Upstairs, a panel discussion on ‘New Opportunities and Rules for the Global Entrepreneur’ was moderated by Saad Khan. Panelists included Maurice Gunderson, Partner, CMEA Ventures; Tariq Samad, Chief Scientist, Honeywell; Dr Atul Kumar, VP SaaS Ops, Serena Software; and Rehan Jalil, President and CEO of WiChorus.
Back to a hall downstairs this correspondent caught Pakistan’s new Ambassador to the US, Husain Haqqani, speaking on ‘Investment Climate in Pakistan.’ Ambassador Haqqani told the audience that whereas he submitted his credentials to the US just days ago, he decided to attend OPEN Forum 2008 because he wanted to meet the Silicon Valley Pakistanis.
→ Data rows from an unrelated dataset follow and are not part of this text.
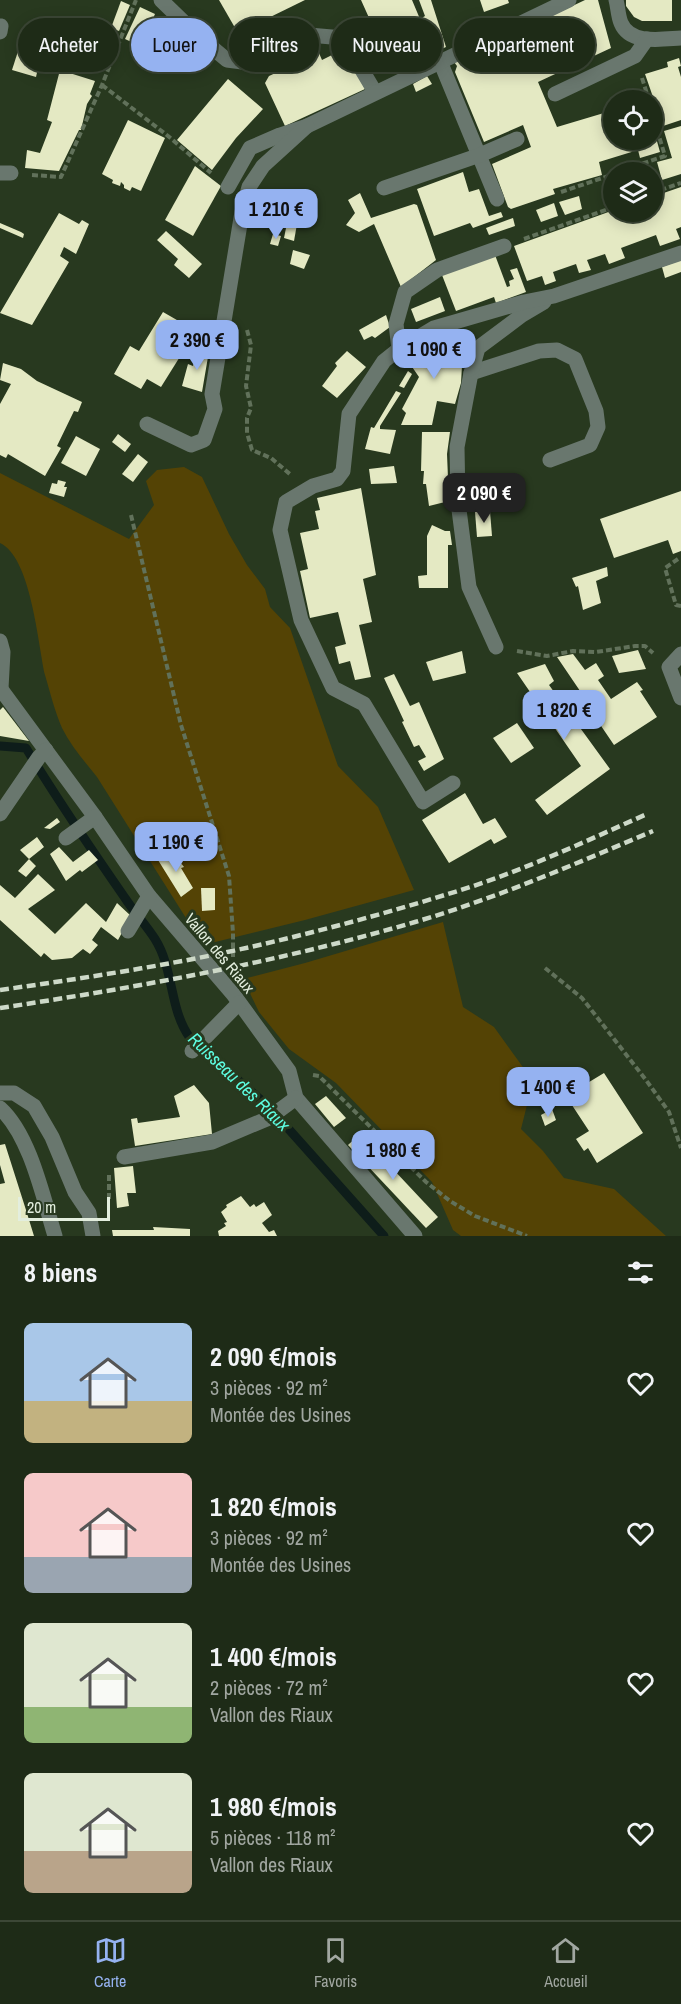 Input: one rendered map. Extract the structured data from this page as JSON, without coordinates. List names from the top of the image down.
{
  "streets": {
    "street": ["Vallon des Riaux"]
  },
  "water": ["Ruisseau des Riaux"],
  "scale_bar": "20 m",
  "page": {
    "chip": [
      "Acheter",
      "Louer",
      "Filtres",
      "Nouveau",
      "Appartement"
    ],
    "price": [
      "1 210 €",
      "2 390 €",
      "1 090 €",
      "2 090 €",
      "1 820 €",
      "1 190 €",
      "1 400 €",
      "1 980 €"
    ],
    "scale": "20 m",
    "heading": "8 biens",
    "list": [
      {
        "name": "2 090 €/mois",
        "note": "3 pièces · 92 m² · Montée des Usines"
      },
      {
        "name": "1 820 €/mois",
        "note": "3 pièces · 92 m² · Montée des Usines"
      },
      {
        "name": "1 400 €/mois",
        "note": "2 pièces · 72 m² · Vallon des Riaux"
      },
      {
        "name": "1 980 €/mois",
        "note": "5 pièces · 118 m² · Vallon des Riaux"
      }
    ],
    "tabs": ["Carte", "Favoris", "Accueil"]
  }
} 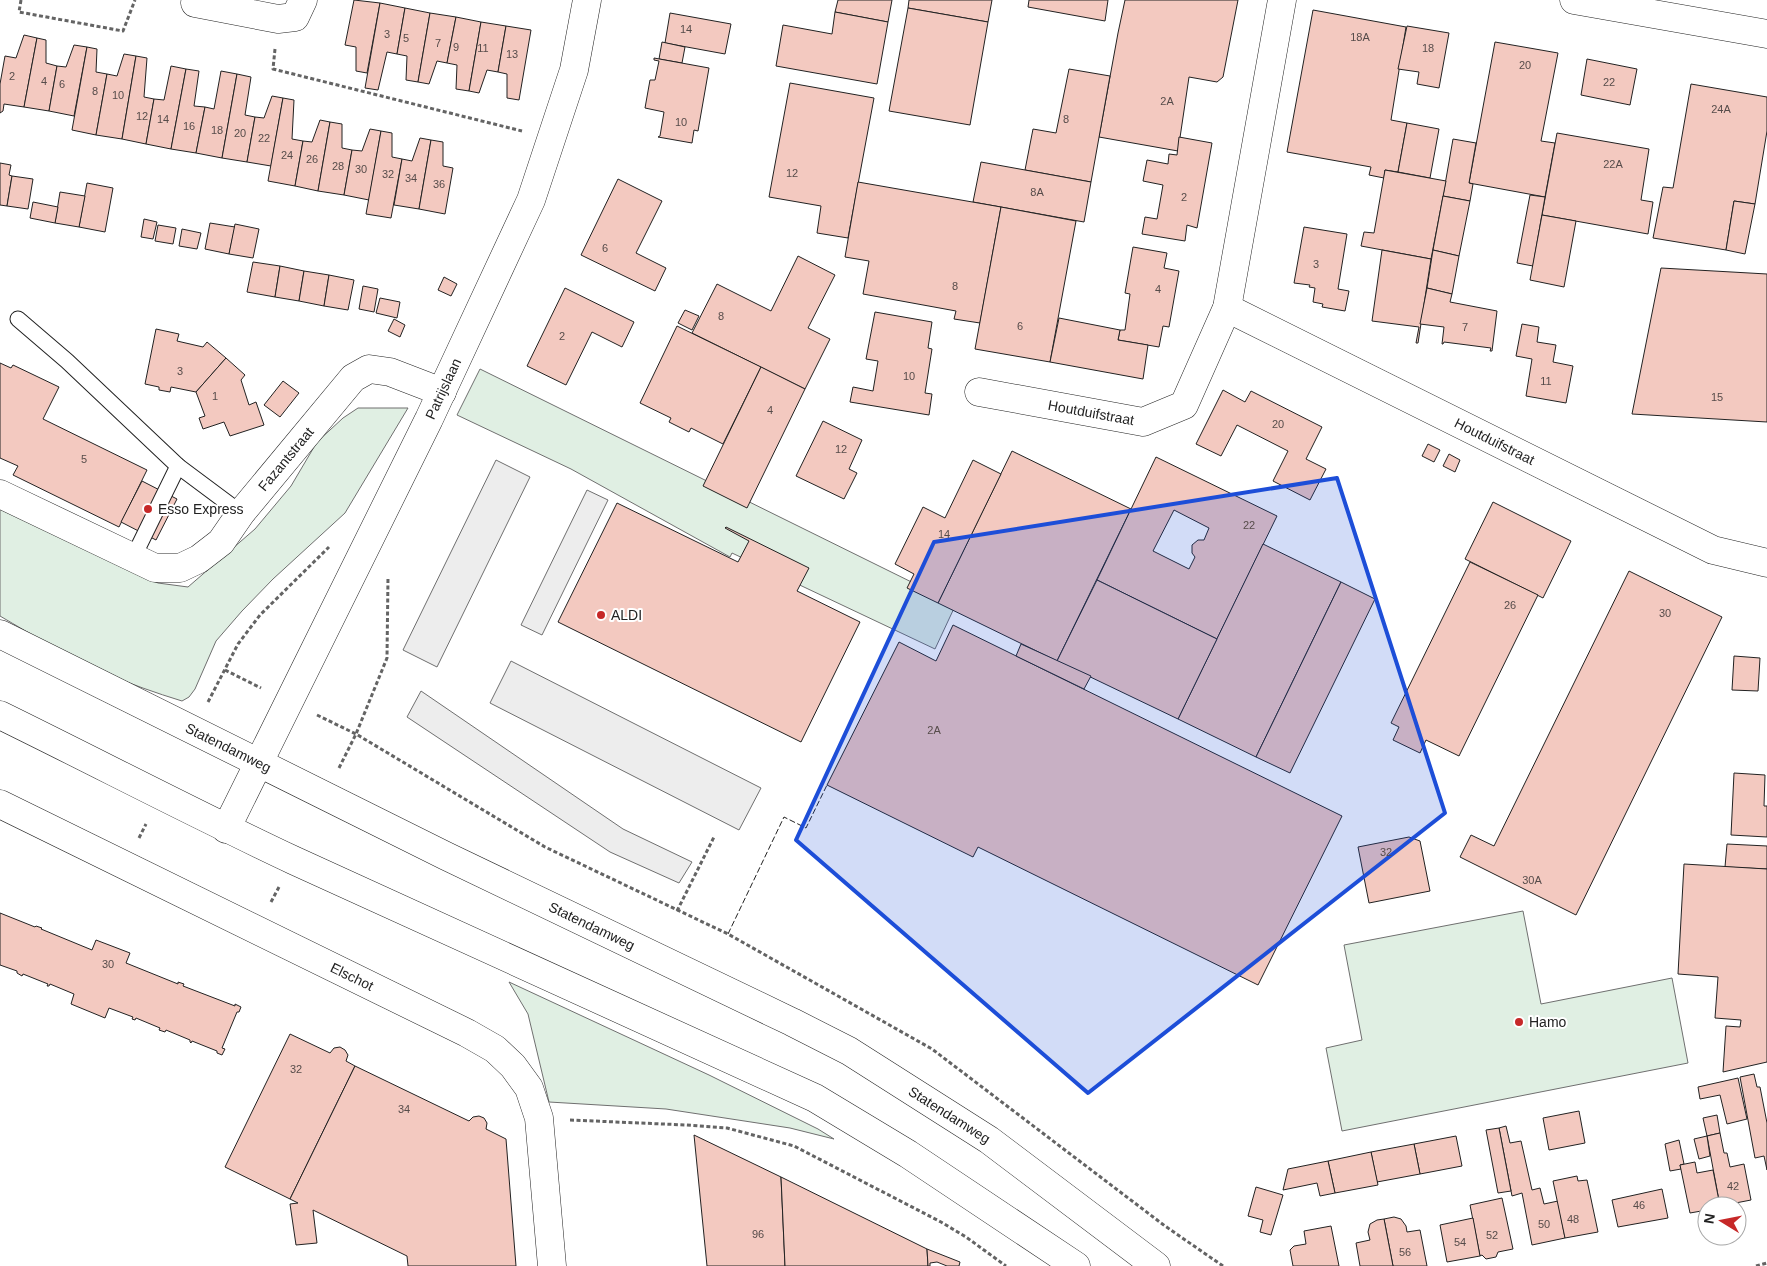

Haqqani was a good choice to be a speaker at an entrepreneurs’ conference because what can be more enterprising than politics, where one day you are on the street protesting a regime you consider hostile towards you and the next day you are at the helm. Ambassador Haqqani asserted that the era of confusion about what Pakistan was about was now gone and that the country had finally embarked on a democratic path from which it would not be derailed. Describing his expectations from expatriate Pakistanis, Haqqani said, “Your investment (financial) is obviously very important, but your involvement is more important.”
Another peek taken was that of a panel discussion on ‘Bootstraping Your Business from Zero to Millions.’ Arif Janjua, Partner, Boston Consulting Group moderated the panel discussion and Amir Wain, CEO, I2C Inc.; Kerim Baran, CEO, Yonja Media; Zulki Khan, Founder & CEO, NexLogic; Zain Jeewanjee, Founder, Insure1234.com; and Faraz Syed, CEO, DeviceAnywhere were the panelists.
A concurrent panel discussion on ‘Participating in Global Social Change’ was moderated by Lucy Bernholz, President, Blueprint Research. Panelists were to include Troy Stremler, Founder and CEO, Newdea; Mari Kuraishi, President, Global Giving; Charles Slaughter, CEO, Living Goods; and Mark Ward, Sr. Administrator, USAID Asia Bureau.
The breakneck-paced — and inspiring — exposition ended with the speech of Howard Dean, the ex-governor of Vermont who presently chairs the Democratic National Committee. Dean was welcomed by OPEN Silicon Valley President Dilawar Syed. Dean’s speech on ‘Leadership and Empowerment’ was mostly about his role in making Democratic Party gain grounds in the conservative states (which have historically gone to the Republicans). Dean predicted the Democratic Party to be the future party of the US, and the Republican Party that fields “candidates that look like actors from the 1950s TV shows” (all White) to soon become a party of the past.